## Directions for this task
Report how many lines below contain the word "labels", and give only that number.

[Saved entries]
↓↓↓
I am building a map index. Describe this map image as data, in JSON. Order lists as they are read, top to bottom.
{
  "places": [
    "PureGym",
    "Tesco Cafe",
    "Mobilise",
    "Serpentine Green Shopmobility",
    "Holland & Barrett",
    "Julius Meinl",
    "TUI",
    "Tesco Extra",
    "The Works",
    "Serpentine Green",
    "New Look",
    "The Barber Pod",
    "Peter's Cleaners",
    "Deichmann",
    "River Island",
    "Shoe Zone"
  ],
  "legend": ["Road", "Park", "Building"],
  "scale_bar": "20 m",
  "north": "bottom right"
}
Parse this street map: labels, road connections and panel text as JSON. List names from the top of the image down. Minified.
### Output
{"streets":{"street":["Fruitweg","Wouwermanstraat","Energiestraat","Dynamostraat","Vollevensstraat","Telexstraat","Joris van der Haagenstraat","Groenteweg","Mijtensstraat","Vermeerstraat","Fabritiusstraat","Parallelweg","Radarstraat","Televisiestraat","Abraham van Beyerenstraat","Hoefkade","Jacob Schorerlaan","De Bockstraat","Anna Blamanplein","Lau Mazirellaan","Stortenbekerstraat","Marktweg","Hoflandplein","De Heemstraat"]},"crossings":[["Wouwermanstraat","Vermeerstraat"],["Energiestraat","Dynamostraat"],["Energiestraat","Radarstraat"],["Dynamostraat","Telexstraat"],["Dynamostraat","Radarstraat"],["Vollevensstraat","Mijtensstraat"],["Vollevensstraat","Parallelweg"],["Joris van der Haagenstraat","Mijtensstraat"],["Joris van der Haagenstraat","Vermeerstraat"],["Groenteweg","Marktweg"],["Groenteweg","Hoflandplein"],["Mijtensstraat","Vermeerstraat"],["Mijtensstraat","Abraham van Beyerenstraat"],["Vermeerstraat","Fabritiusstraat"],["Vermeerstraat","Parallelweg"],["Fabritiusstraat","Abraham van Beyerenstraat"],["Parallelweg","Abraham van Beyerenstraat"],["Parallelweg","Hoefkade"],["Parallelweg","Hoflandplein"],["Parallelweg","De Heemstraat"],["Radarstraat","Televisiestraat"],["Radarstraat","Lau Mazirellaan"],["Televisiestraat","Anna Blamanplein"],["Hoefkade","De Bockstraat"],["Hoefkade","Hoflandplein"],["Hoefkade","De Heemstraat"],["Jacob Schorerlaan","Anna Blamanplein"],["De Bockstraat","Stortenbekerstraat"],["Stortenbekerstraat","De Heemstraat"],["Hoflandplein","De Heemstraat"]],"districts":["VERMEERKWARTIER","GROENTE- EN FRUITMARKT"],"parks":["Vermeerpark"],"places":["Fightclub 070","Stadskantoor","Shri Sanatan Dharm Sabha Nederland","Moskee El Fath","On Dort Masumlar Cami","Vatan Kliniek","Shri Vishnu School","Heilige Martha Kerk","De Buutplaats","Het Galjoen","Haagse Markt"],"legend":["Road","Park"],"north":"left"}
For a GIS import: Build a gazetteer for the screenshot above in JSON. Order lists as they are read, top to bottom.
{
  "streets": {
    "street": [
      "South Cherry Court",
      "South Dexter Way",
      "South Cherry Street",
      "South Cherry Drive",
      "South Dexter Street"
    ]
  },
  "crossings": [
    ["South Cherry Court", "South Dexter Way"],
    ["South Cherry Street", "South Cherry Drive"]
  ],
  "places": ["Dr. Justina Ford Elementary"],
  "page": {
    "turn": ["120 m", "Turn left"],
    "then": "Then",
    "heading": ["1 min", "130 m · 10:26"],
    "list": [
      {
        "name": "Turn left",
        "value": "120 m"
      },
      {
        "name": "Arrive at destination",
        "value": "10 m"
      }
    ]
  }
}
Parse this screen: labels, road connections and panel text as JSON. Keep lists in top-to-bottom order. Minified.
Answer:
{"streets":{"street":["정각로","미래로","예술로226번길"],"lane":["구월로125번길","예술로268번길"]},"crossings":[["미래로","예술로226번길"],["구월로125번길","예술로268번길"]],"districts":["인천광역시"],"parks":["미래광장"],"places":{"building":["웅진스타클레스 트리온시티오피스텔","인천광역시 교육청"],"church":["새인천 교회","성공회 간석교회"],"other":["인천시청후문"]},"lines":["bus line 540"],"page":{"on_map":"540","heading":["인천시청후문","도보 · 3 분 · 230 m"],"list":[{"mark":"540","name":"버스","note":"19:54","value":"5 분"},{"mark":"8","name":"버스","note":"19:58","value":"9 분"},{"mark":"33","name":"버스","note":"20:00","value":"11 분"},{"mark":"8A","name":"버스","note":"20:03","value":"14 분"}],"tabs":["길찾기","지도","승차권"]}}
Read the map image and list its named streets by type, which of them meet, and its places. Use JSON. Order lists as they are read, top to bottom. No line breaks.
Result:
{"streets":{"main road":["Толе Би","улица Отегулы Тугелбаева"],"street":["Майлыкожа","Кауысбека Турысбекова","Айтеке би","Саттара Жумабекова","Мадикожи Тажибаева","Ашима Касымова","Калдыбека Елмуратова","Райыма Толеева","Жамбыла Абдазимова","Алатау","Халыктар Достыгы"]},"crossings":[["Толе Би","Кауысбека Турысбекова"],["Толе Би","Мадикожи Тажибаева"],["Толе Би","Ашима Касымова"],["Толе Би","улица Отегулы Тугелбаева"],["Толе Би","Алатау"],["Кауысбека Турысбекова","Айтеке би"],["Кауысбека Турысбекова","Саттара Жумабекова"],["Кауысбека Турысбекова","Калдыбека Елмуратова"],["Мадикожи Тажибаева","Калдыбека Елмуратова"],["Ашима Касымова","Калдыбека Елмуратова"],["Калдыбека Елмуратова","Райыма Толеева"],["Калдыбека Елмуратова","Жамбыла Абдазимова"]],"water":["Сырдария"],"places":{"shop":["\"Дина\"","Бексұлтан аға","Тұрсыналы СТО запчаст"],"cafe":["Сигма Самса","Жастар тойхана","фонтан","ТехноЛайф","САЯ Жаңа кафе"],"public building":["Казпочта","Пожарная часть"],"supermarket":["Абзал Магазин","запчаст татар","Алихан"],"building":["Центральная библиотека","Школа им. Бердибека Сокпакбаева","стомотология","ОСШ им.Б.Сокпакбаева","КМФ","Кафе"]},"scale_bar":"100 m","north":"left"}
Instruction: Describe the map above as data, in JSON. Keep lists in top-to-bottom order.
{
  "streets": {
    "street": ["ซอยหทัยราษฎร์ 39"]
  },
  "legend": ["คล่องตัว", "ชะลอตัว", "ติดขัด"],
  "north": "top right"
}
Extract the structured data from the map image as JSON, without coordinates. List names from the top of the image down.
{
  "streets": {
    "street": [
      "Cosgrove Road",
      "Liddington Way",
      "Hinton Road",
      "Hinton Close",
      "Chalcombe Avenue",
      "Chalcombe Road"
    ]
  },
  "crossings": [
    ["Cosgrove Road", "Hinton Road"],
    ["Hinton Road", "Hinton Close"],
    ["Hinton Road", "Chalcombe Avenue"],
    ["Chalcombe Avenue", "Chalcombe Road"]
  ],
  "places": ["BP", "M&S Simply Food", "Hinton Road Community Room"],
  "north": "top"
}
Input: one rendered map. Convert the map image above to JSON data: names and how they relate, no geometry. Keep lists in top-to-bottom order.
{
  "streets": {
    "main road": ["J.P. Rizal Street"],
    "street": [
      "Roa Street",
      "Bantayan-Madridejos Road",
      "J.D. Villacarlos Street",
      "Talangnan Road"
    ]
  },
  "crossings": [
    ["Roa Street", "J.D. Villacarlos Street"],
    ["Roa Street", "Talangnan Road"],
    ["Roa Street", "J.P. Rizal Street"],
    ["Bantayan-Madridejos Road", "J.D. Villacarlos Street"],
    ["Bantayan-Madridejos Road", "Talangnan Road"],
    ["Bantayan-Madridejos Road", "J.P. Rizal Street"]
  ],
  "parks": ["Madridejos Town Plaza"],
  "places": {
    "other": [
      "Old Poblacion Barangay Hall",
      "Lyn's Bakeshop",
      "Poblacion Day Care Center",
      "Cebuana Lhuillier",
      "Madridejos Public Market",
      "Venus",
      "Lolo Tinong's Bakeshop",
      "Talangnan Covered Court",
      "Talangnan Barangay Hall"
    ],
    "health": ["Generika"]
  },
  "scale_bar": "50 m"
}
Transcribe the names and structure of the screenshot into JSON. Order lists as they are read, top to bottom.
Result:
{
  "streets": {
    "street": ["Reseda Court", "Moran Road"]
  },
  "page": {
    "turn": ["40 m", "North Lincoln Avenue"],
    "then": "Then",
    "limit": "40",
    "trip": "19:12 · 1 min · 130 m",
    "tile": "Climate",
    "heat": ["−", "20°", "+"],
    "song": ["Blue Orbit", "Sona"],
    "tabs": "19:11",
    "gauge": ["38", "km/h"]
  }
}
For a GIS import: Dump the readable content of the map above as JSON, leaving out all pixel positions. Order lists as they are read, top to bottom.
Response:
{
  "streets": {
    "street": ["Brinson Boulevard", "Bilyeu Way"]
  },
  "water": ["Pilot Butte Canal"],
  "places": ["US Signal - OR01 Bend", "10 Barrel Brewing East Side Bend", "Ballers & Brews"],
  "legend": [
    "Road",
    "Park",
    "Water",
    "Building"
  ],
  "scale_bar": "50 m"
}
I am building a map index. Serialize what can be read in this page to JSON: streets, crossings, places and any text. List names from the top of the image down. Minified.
↑↑↑
## Answer space
2